The values proposed in Part III as offering a (although not necessarily the only) viable explanation for self-defense’s rationale are: (1) reducing overall societal violence by protecting the state’s collective monopoly on force; (2) protecting the attacker’s individual right to life; (3) maintaining equal standing between people; (4) protecting the defender’s autonomy; (5) ensuring the primacy of the legal process; (6) maintaining the legitimacy of the legal order; and (7) deterring potential attackers. The systematic, value-centric framework proposed here is designed to offer critical insights into the public’s perception of what is a “right” or “just” outcome. But more importantly, it allows us to see more clearly the relative importance a given legal system places on the defender and the attacker’s respective rights to autonomy and non-interference. In the context of today’s widespread calls for criminal law reform and well-defined limits on state power, such transparency is particularly critical.

I explain in Part IV that, as we begin to develop a more plausible understanding of what actually drives the right to self-defense, we promote a long-overdue, explicit discussion about the core values a society can—and should—accept as justifications for this most basic defense against criminal charges.

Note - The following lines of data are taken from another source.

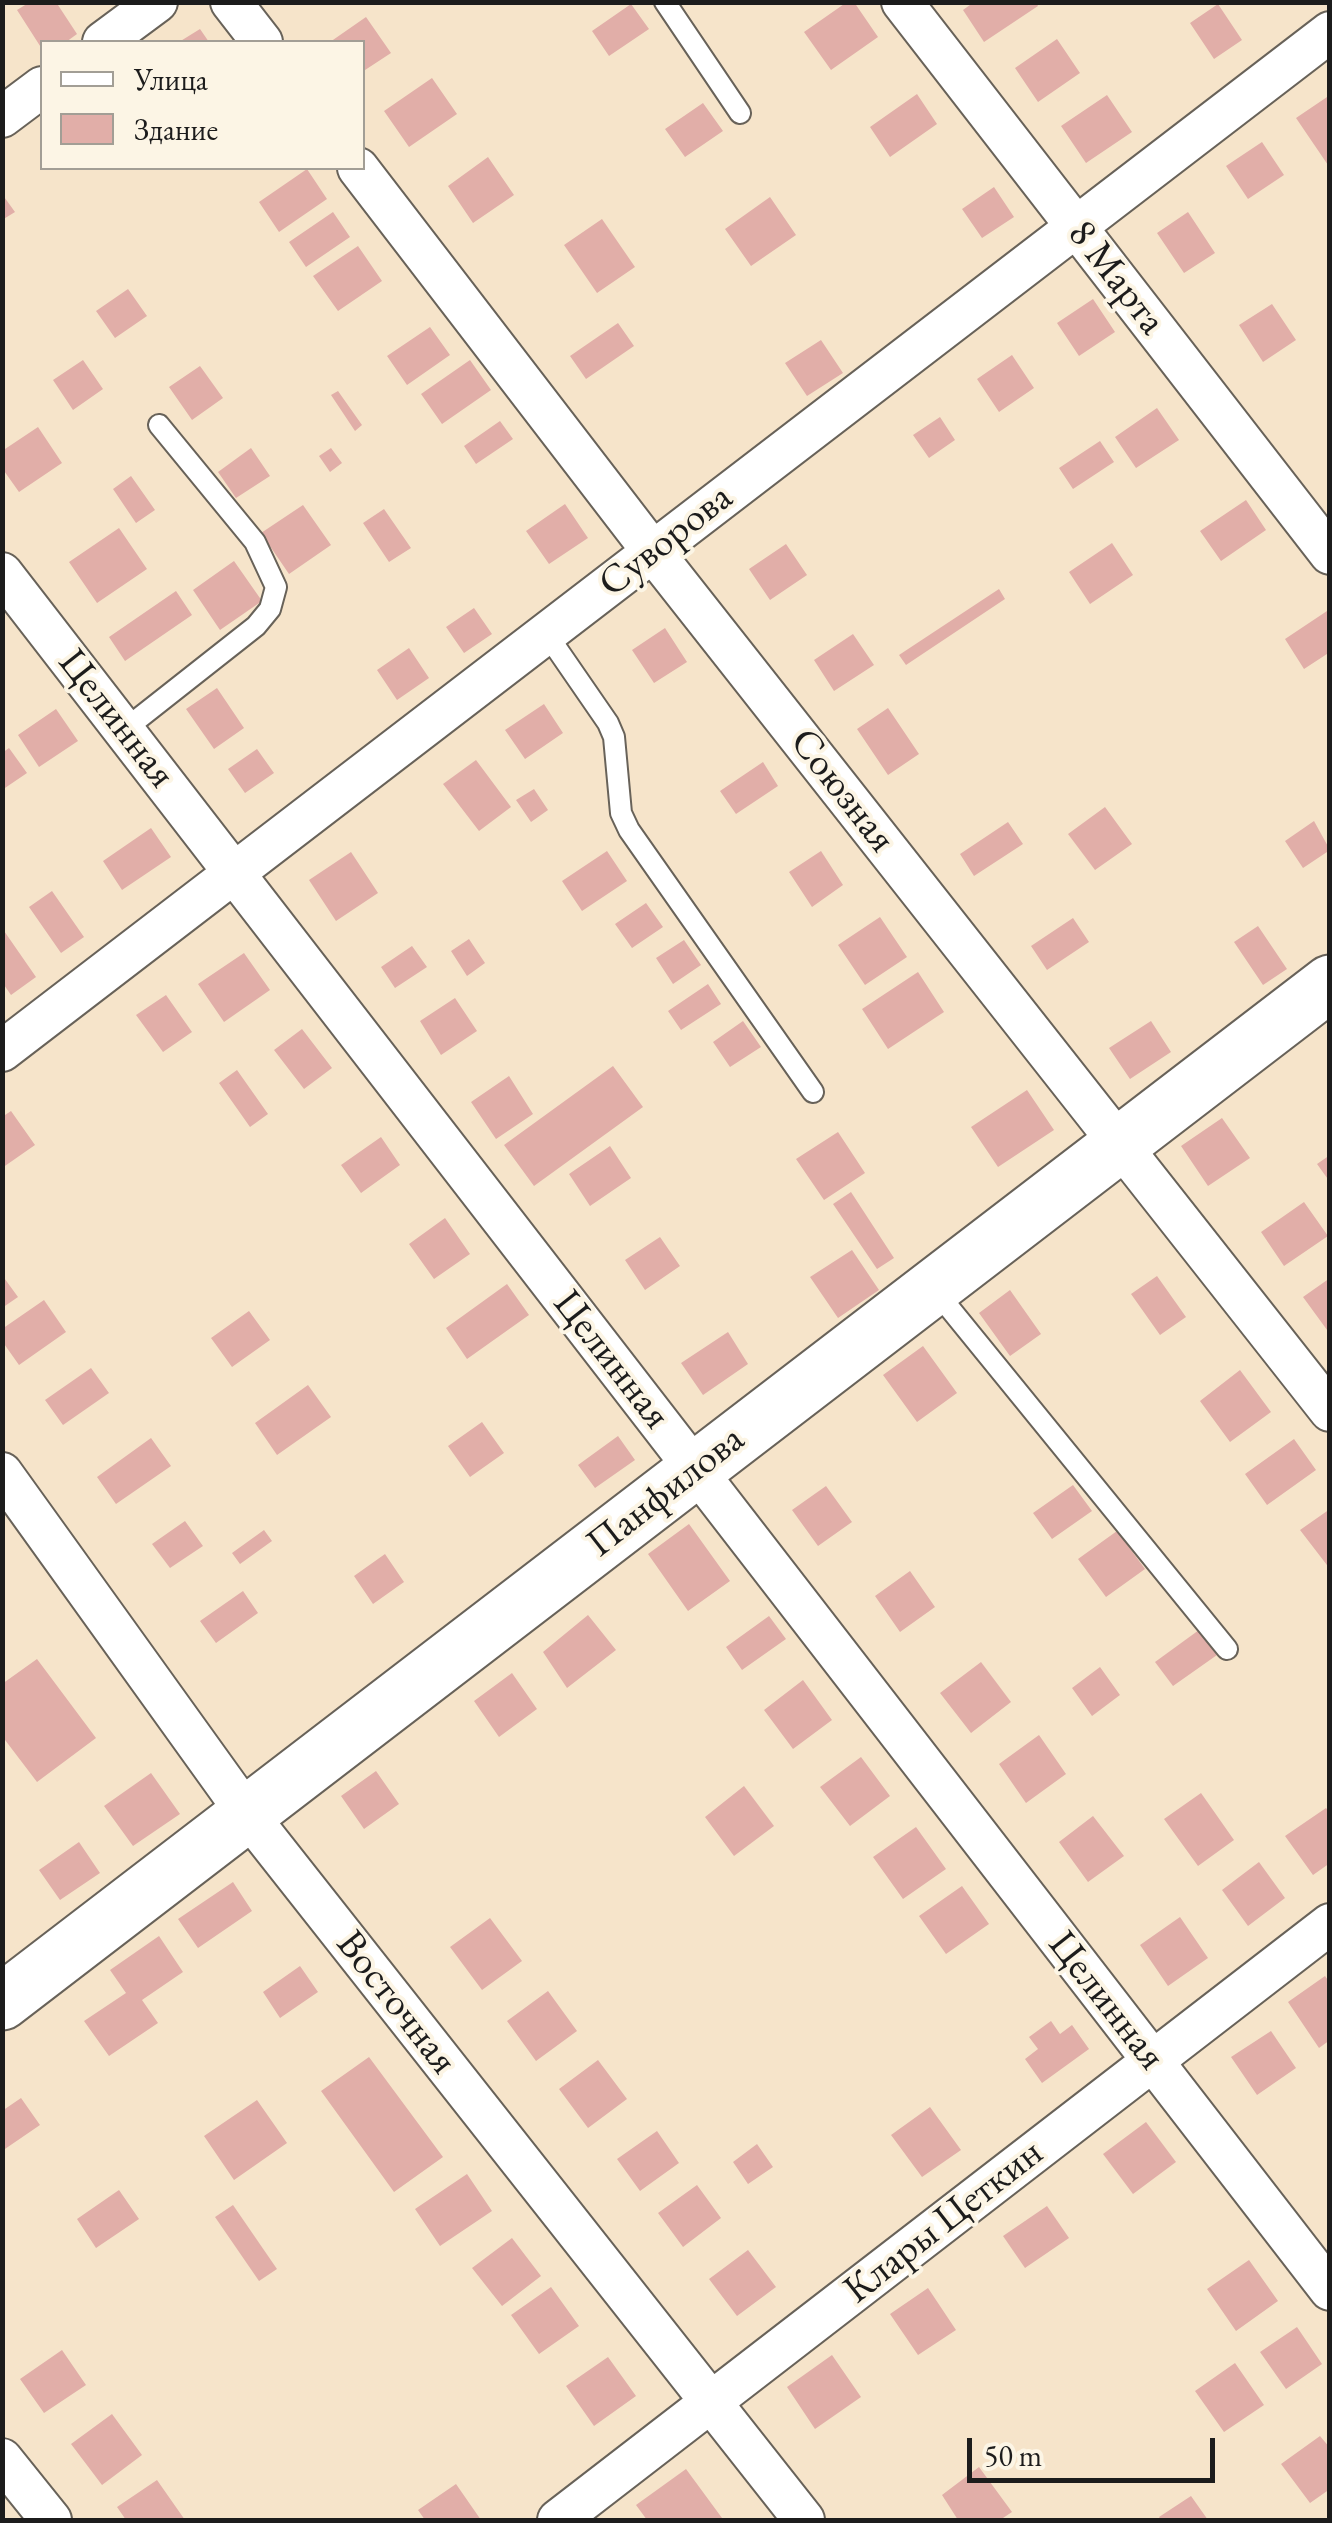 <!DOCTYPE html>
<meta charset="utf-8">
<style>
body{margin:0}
#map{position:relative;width:1332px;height:2523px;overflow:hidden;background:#f6e4ca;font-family:"EB Garamond",serif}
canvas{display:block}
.frame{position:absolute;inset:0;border:5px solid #1c1c1c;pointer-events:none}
.legend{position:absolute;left:40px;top:40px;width:325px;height:130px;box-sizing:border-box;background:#fcf5e5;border:2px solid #a29e95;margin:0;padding:12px 18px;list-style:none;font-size:30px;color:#1c1c1c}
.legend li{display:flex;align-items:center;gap:20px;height:50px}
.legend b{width:50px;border:2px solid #a29e95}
.scale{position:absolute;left:967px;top:2438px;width:248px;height:45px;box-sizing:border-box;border:5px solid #1c1c1c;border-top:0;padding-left:12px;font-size:30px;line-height:35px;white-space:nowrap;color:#1c1c1c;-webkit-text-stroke:8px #fcf5e5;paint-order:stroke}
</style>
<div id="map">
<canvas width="1332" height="2523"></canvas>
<div class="frame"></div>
<ul class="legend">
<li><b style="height:12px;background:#fff"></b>Улица</li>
<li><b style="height:28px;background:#e1aea8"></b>Здание</li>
</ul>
<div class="scale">50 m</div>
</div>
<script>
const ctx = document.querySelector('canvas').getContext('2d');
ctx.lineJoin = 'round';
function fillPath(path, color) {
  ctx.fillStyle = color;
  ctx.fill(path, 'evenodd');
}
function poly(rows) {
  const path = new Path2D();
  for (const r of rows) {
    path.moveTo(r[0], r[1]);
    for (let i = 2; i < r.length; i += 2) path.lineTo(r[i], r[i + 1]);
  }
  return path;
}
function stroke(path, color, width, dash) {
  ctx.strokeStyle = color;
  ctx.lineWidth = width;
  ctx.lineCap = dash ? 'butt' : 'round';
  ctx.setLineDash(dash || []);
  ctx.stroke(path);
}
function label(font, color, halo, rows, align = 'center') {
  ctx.font = font + ' "EB Garamond",serif';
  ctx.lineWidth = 8;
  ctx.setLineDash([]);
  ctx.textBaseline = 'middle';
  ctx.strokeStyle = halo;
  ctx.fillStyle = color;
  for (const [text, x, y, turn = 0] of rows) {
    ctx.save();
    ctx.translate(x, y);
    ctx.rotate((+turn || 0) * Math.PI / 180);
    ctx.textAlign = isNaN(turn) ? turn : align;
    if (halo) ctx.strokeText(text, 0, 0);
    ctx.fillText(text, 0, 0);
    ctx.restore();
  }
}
fillPath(poly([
 [30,2,56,2,77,34,66,42,42,42,42,49,17,10],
 [847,2,854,2,878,37,831,70,804,32],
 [974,2,1036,2,1038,6,984,42,963,10],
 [631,4,649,29,609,56,592,31],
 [1218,4,1242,40,1214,59,1190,23],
 [366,17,391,53,362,72,362,42,330,42],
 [200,29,209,42,179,42],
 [1057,39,1080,73,1038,102,1015,68],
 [432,78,457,114,409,147,384,111],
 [917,94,937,124,890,157,870,127],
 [1107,95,1132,132,1086,163,1061,126],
 [1330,95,1330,168,1296,118],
 [703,103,723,131,685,157,665,129],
 [1262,142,1284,175,1248,199,1226,166],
 [488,157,514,195,473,223,448,186],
 [307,169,327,199,279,232,259,202],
 [994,187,1014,217,982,238,962,209],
 [2,194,15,212,2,220],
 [770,197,796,235,751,266,725,229],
 [333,212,350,237,306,267,289,242],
 [1188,212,1215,253,1184,273,1157,233],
 [602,219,635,267,597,293,564,245],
 [358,246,382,281,338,311,313,276],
 [128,289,147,316,115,338,96,311],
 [1093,299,1115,332,1079,356,1057,323],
 [1272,304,1296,340,1263,362,1239,325],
 [618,323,634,346,586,379,570,356],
 [430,327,450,355,407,385,387,356],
 [821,340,843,373,807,396,785,363],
 [1012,355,1034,388,999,412,977,379],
 [83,360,103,389,73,410,53,380],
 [470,360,491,390,442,424,421,394],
 [200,366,223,398,192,420,169,387],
 [338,391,362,425,355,431,331,395],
 [1157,408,1179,440,1136,468,1115,437],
 [940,417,955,440,929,458,913,435],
 [500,421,513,439,476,464,464,446],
 [38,427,62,463,19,492,2,468,2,451],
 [1100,441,1114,462,1073,489,1059,468],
 [251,448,270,476,236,498,218,472],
 [331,448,342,463,330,472,319,456],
 [131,476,155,510,136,523,113,489],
 [1246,500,1266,530,1221,561,1200,531],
 [565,504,588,538,549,564,526,531],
 [303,505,331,545,289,574,261,533],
 [384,509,411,548,389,562,363,523],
 [119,528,147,569,97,603,69,562],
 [1112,543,1133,575,1090,604,1069,572],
 [786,544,807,575,770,600,749,569],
 [234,561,262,601,220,630,193,590],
 [999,589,1005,599,906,665,899,655],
 [176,591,192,615,125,661,109,637],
 [474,608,492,634,464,653,446,627],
 [1330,609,1330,652,1304,669,1285,639],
 [665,628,687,662,654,683,632,650],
 [853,634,874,665,834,691,814,660],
 [409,648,429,678,397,700,377,670],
 [217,688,244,728,214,749,186,709],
 [544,704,563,733,525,759,505,730],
 [888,708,919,754,888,775,857,729],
 [56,709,78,741,39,767,18,735],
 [9,748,27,773,2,790,2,753],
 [257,749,274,773,245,793,228,769],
 [476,760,511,807,479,831,443,784],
 [763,762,778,786,736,814,720,791],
 [534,789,548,810,531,822,516,800],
 [1105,807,1132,844,1095,870,1068,834],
 [1314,821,1330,850,1303,868,1285,841],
 [1008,822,1023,844,974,876,960,854],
 [151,828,171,857,122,890,103,861],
 [607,851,627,881,582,911,562,881],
 [821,851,843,885,812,907,789,872],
 [351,852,378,893,336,921,309,880],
 [52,891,84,937,61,953,29,907],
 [646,903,663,927,632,948,615,924],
 [880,917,907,957,865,985,838,945],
 [1073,918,1089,942,1047,970,1031,946],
 [1258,926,1287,969,1263,985,1234,942],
 [2,928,36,977,11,995,2,982],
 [469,939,485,963,467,976,451,951],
 [684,940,701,965,673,984,656,958],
 [412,946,427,967,395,988,381,967],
 [244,953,270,990,224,1022,198,984],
 [918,972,944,1012,888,1049,862,1009],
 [708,984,721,1004,681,1030,668,1011],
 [166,995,192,1032,163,1052,136,1015],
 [455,998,477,1031,441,1055,420,1021],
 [743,1021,761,1047,730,1067,713,1042],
 [1151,1021,1171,1052,1130,1079,1109,1048],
 [302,1029,332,1068,304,1089,274,1050],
 [613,1066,643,1107,534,1186,504,1145],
 [237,1070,268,1114,250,1127,219,1083],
 [509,1076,533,1114,496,1139,471,1102],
 [1027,1090,1054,1130,998,1167,971,1127],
 [11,1111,35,1145,2,1168,2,1117],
 [1222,1118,1250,1158,1208,1186,1181,1146],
 [838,1132,865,1173,824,1200,796,1159],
 [381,1137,400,1165,361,1193,341,1165],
 [610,1146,631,1178,590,1206,569,1174],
 [1330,1155,1330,1182,1317,1164],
 [851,1192,894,1258,877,1269,833,1204],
 [1304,1202,1328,1236,1284,1266,1261,1232],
 [445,1218,470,1254,434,1279,409,1244],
 [660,1237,680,1266,645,1290,625,1260],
 [852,1250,879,1290,838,1318,810,1277],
 [2,1275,18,1297,2,1308],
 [1157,1276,1186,1317,1160,1335,1131,1294],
 [1330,1278,1330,1334,1303,1297],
 [507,1284,529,1315,467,1359,446,1328],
 [1010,1290,1041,1334,1010,1356,979,1313],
 [44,1300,66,1332,19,1365,2,1341,2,1329],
 [249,1311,270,1340,232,1367,211,1338],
 [728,1332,748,1364,703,1395,681,1363],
 [923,1346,957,1393,917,1422,883,1375],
 [91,1368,109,1393,63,1425,45,1400],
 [1240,1370,1271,1412,1230,1442,1200,1401],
 [308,1385,331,1417,277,1455,255,1423],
 [482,1422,504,1453,470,1477,448,1446],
 [618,1436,635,1460,595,1488,578,1465],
 [151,1438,171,1466,116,1504,97,1477],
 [1294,1439,1316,1470,1267,1505,1245,1474],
 [1073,1485,1092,1511,1052,1539,1033,1513],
 [826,1486,852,1522,818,1546,792,1510],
 [1330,1509,1330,1569,1300,1530],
 [185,1521,203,1546,170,1568,152,1544],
 [689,1524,730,1581,688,1611,648,1554],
 [264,1530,272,1541,240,1564,232,1553],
 [1117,1531,1145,1569,1106,1597,1078,1559],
 [385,1554,404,1582,373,1604,354,1576],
 [910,1571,935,1607,900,1632,875,1596],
 [243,1591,258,1613,216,1643,200,1621],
 [588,1615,616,1650,567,1688,543,1652],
 [769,1616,786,1639,742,1670,726,1647],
 [1199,1630,1217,1655,1173,1686,1155,1662],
 [37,1659,96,1738,37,1782,2,1736,2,1684],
 [981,1662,1011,1702,971,1733,940,1693],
 [1100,1667,1120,1695,1092,1716,1072,1688],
 [512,1673,537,1709,499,1737,474,1701],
 [803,1680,832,1720,793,1749,764,1710],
 [1039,1735,1066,1774,1026,1803,999,1764],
 [861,1757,890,1796,850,1826,820,1787],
 [376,1771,399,1804,364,1829,341,1796],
 [151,1773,180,1814,133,1846,104,1806],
 [744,1786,774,1826,734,1856,705,1817],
 [1201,1793,1234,1840,1198,1866,1164,1819],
 [1326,1808,1330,1813,1330,1863,1313,1875,1285,1836],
 [1093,1816,1124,1856,1088,1882,1059,1842],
 [916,1827,946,1869,903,1899,873,1857],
 [79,1842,100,1873,60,1900,39,1870],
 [1259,1862,1285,1898,1248,1926,1222,1890],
 [233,1882,252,1911,198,1948,178,1919],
 [962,1886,989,1924,946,1954,919,1916],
 [1180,1917,1208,1958,1168,1986,1140,1945],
 [490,1918,522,1961,482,1990,450,1947],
 [159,1936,183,1972,142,2000,158,2023,109,2056,84,2021,126,1993,110,1970],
 [300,1966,318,1992,280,2018,263,1992],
 [1325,1976,1330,1983,1330,2040,1319,2048,1288,2002],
 [548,1991,577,2031,536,2061,507,2021],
 [1051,2021,1060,2034,1072,2025,1089,2049,1042,2083,1025,2059,1038,2049,1029,2037],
 [1271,2031,1296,2068,1257,2095,1231,2057],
 [369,2057,443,2157,394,2192,321,2091],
 [598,2060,627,2099,588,2128,559,2089],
 [21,2098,40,2125,2,2151,2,2111],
 [257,2100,287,2143,234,2180,204,2136],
 [930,2107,961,2150,922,2177,891,2135],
 [1146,2122,1176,2162,1133,2194,1103,2154],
 [657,2131,679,2163,640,2191,617,2159],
 [757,2144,773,2167,748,2184,733,2162],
 [467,2174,492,2211,440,2246,415,2209],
 [697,2185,721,2218,683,2247,658,2213],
 [119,2190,139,2219,96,2248,77,2219],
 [233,2205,277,2269,259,2281,215,2217],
 [1047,2206,1069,2238,1025,2268,1003,2236],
 [512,2238,541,2276,502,2306,472,2268],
 [748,2250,776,2287,737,2316,709,2279],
 [1249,2260,1278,2301,1236,2331,1207,2289],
 [551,2287,579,2326,539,2354,511,2315],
 [928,2288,956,2330,918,2355,890,2314],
 [1297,2327,1322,2364,1286,2389,1260,2352],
 [62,2350,86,2385,44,2413,20,2379],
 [832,2355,861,2397,815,2429,787,2387],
 [608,2357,636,2396,594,2426,566,2386],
 [1235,2363,1264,2405,1224,2432,1195,2391],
 [112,2414,142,2455,102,2485,71,2444],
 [1320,2436,1330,2448,1330,2489,1310,2503,1281,2464],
 [979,2467,1012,2512,1000,2520,958,2520,942,2495],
 [686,2469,722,2518,647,2520,636,2505],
 [157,2480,185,2520,126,2520,117,2507],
 [456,2484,481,2520,425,2520,418,2510],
 [1191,2496,1208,2520,1161,2520,1159,2517]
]), '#e1aea8');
const lane = poly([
 [665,2,740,113],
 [546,633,608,723,614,737,621,813,629,830,813,1092],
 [124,730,256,626,270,609,276,587,255,542,159,425],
 [934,1289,1227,1649]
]);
const street = poly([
 [231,2,262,42],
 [902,2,1330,554],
 [103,42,157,2],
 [2,117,42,87],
 [358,168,653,552,1330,1411],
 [2,573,1330,2290],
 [2,1051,1330,32],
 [2,1473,247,1814,804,2520],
 [2,2459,51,2520],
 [558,2520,1330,1924]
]);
const secondary = poly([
 [2,2002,1330,983]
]);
stroke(lane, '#686259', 24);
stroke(street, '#686259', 44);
stroke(secondary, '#686259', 59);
stroke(lane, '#fff', 20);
stroke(street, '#fff', 40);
stroke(secondary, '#fff', 55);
label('40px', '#1c1c1c', '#fcf5e5', [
 ["8 Марта",1116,278,52],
 ["Суворова",666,541,-38],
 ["Целинная",116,719,52],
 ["Союзная",842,791,52],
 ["Целинная",611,1360,52],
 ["Панфилова",666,1492,-38],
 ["Целинная",1106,2001,52],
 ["Восточная",396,2003,52],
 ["Клары Цеткин",944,2222,-38]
]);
</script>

As noted, at no time in our history has it been more important for the justice system to persuasively explain why it is doing what it is doing, thereby shoring up the public’s trust and support. As the searing, challenging debate about “just outcomes,” procedural and distributional fairness, due process, and state power dominates the public discourse, it is high time that we better understand the rationale underpinning one of our justice system’s—and, indeed, one of humanity’s—most fundamental rights.